A structured discovery practice gives you a repeatable method for mapping what exists before you build. [Adobe Stock]

Part one of this two-part series walks through four discovery domains: custom objects, automation dependencies, integration touchpoints, and antipatterns.

In a mature org with limited documentation and a major release on the horizon, there is often a gap between project documentation and what the metadata actually shows. Custom objects may or may not still serve their original purpose, automations may be layered on top of each other with no clear firing order, or integration touchpoints that connected systems depend on may not be fully mapped. You need to design the future state, but you have no clear understanding of the current state.

A structured discovery practice gives you a repeatable method for mapping what exists before you build. This is part one of a two-part series that walks through that practice, covering four discovery domains to evaluate and a practitioner toolkit for running discovery using AI skills.

This post explores four domains where complexity often concentrates in a mature org: custom objects, automation dependencies, integration touchpoints, and antipatterns. 

Domain 1: Custom object analysis: what’s real, what’s orphaned, what’s load-bearing

Unlike standard objects, custom objects are unique to your specific org and are often not well documented. 
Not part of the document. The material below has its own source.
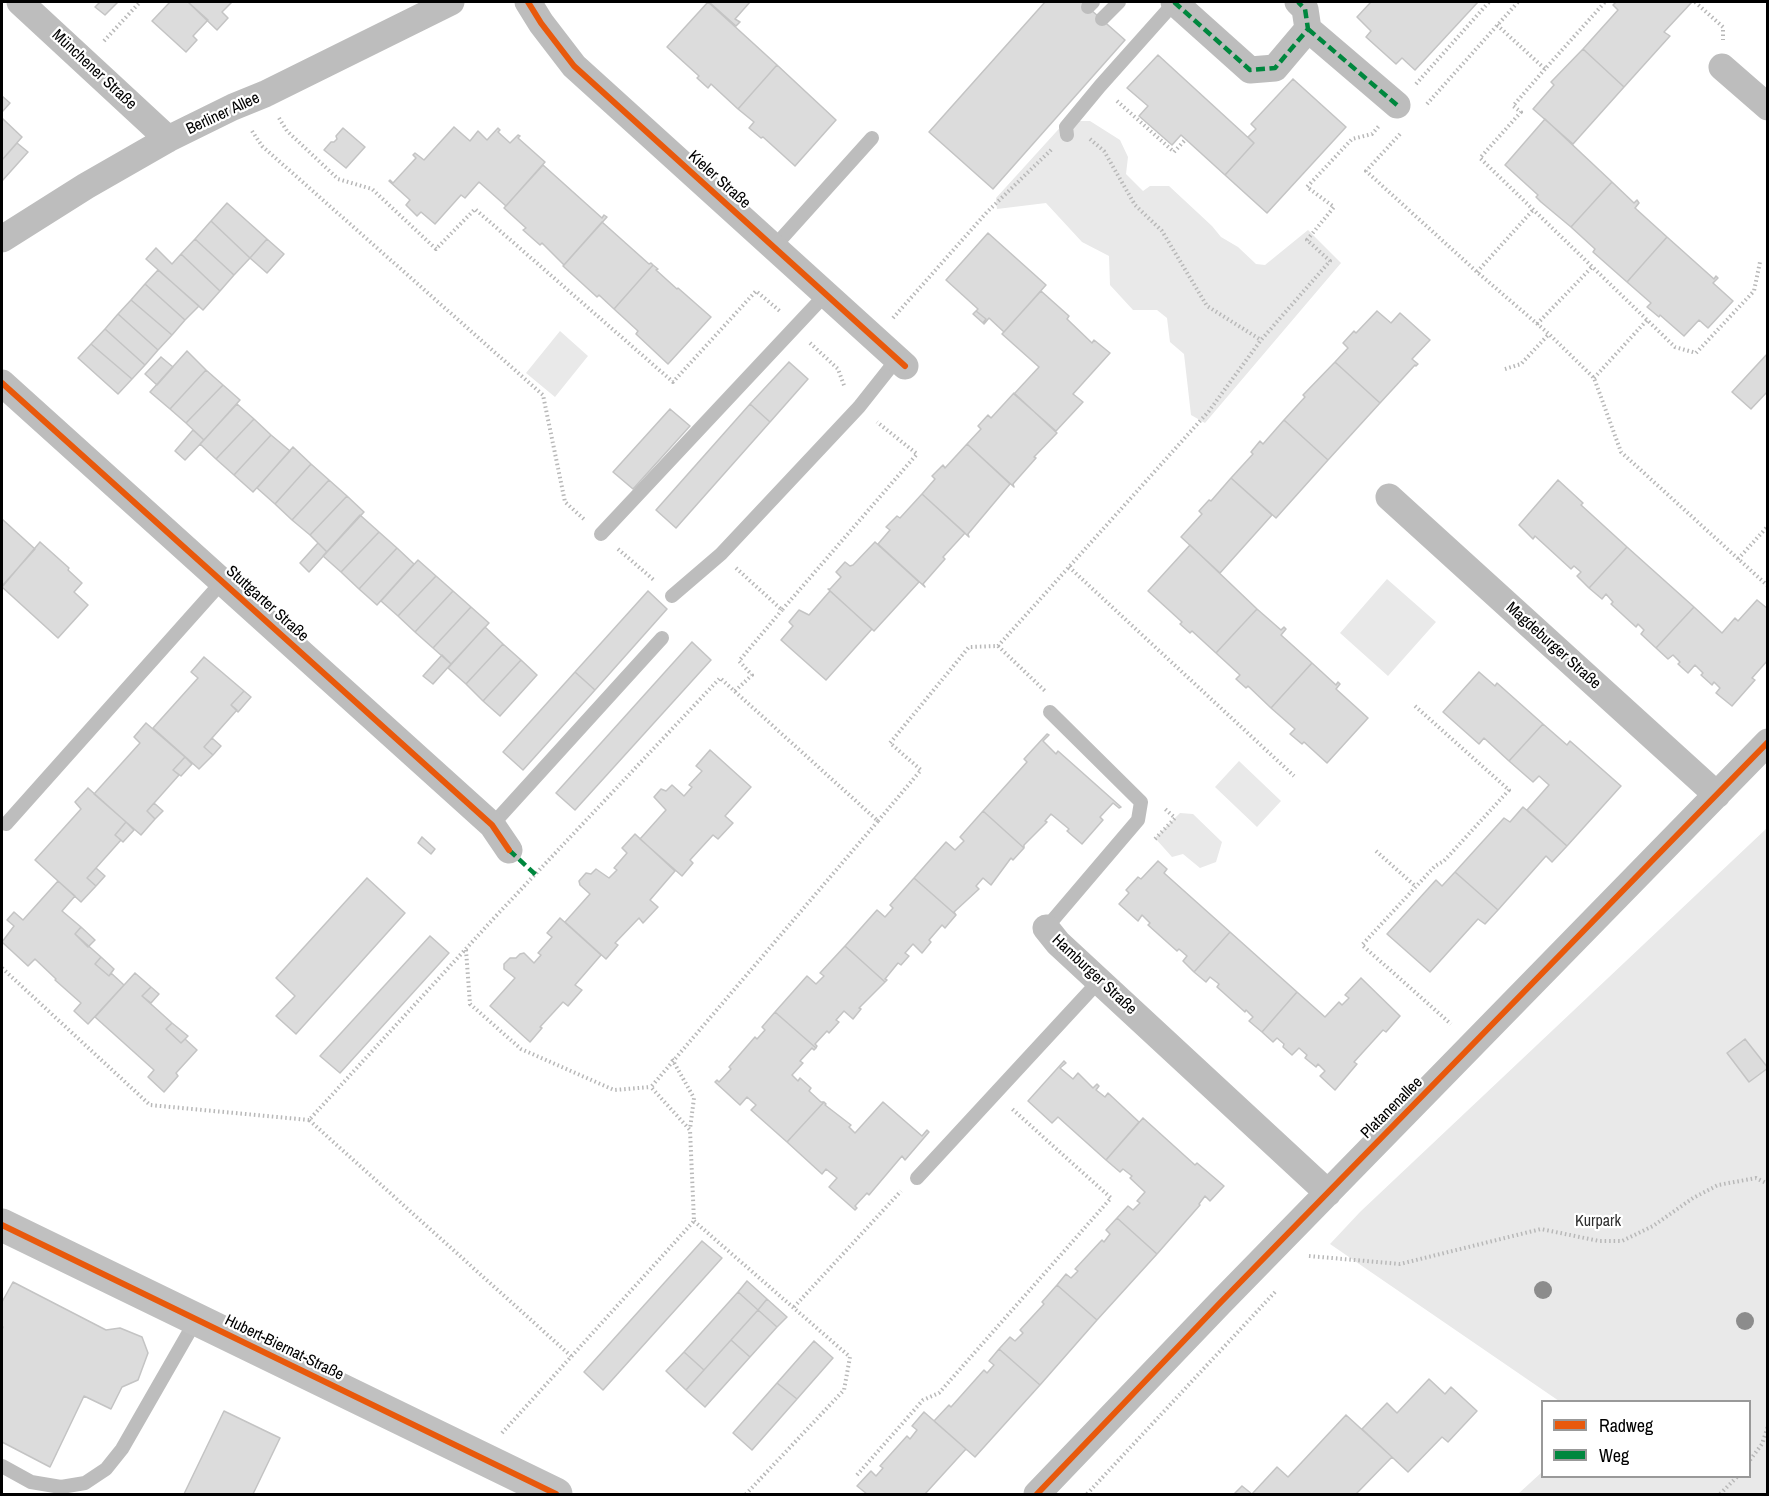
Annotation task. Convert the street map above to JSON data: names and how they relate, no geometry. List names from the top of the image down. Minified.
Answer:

When you enter a mature org, custom objects deserve close attention because they often have the highest concentration of specialized code written over many years. Undocumented code makes it difficult to remove legacy triggers and unused objects because the impact of doing so isn’t well understood. Without a clear understanding of what the code does, new features could introduce regressions if they clash with undocumented logic.

Apply a framework for custom object analysis

Custom object analysis works at three levels of resolution: org-level assessment, custom object health, and dependency radius. Each one narrows the scope of analysis: the first maps the full landscape, the second examines each object’s internal complexity and activity, and the third measures how deeply an object is embedded in the systems around it. Working through all three levels in sequence prevents the most common discovery failure, which is scoping a modification against an object’s current state without accounting for everything that changes when that object is updated.

Org-level assessment

Determine the scale and shape of the custom object landscape, including how many objects exist, how many are structurally simple, and where redundancy has accumulated.
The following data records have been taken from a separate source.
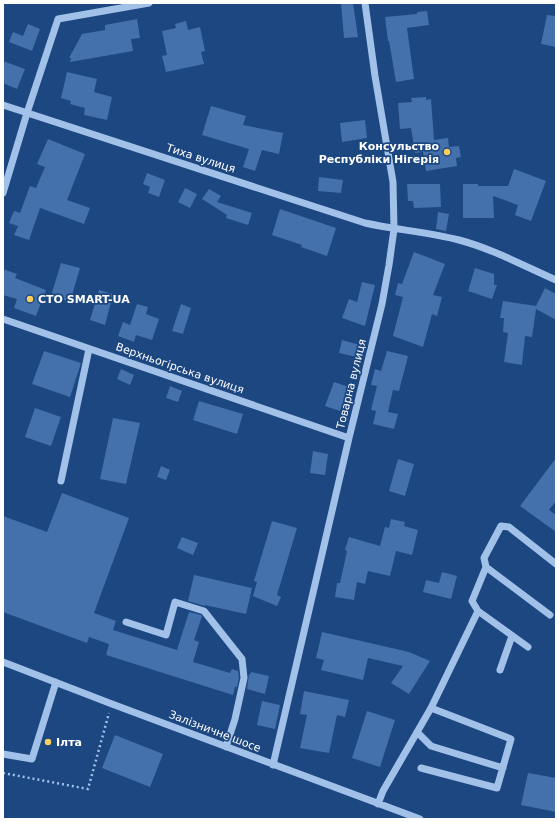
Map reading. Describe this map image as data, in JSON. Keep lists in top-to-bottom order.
{
  "streets": {
    "street": [
      "Тиха вулиця",
      "Верхньогірська вулиця",
      "Товарна вулиця",
      "Залізничне шосе"
    ]
  },
  "crossings": [
    ["Тиха вулиця", "Товарна вулиця"],
    ["Верхньогірська вулиця", "Товарна вулиця"],
    ["Товарна вулиця", "Залізничне шосе"]
  ],
  "places": ["Консульство Республіки Нігерія", "СТО SMART-UA", "Ілта"]
}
  • Schema Footprint: Total volume of custom objects within the org’s metadata.
  • Low-Variance Structures: Identification of objects with a single record type.
  • Functional Overlap: Detection of redundant objects shadowing standard or legacy entities (for example, Contact__c, Contact2__c, Legacy_Contact__c, and so on).

Completing this assessment identifies specific objects requiring investigation. From there, perform a deep-dive analysis into each of these prioritized objects using the next level.

Custom object health

Every custom object has to prove its value. At this level you track active usage, identify dependent logic, and catalog downstream systems relying on each custom object. This level of visibility is critical for paying down technical debt or safely executing new features that touch custom objects.

Utilization Metrics: Uncover how custom objects are utilized within your organization to evaluate whether they contain valuable data, remain active, or fulfill a broader operational role. These criteria define the specific metrics:

  • Record Density: Total count of records stored on the object.
  • Object Activity: Velocity of new data and churn rates for existing records.
  • Owner Distribution: Correlates record volume with user or queue ownership to identify ownership skew and objects associated with isolated or obsolete business processes.

Metadata Complexity: Quantifies technical debt and structural bloat across an object’s architecture to expose hidden maintenance overhead and prevent performance degradation. The following aspects highlight the complexity:

  • Field Count: Comprehensive count of fields defined on the entity.
  • Field Bloat: Surfacing orphaned, unused, or explicitly deprecated fields.
  • Logic Density: Count and conditional complexity of validation rules.
  • Record Type Count: Count of record types currently driving business processes.
  • Triggers: Count of triggers on the object and complexity of the invocation.
  • Flows: Active flow references, specifically mapping record-triggered logic.
  • Formula Depth: Volume of cross-object formula fields.
  • Access Model Sprawl: Variance in field-level security across the profile and permission set landscape.

Dependency radius

The dependency radius is a measure of how your custom objects integrate within the org. This defines the exact footprint of an object across the Salesforce instance, moving your discovery from guesswork to informed analysis by assessing the technical impact and risk of every change.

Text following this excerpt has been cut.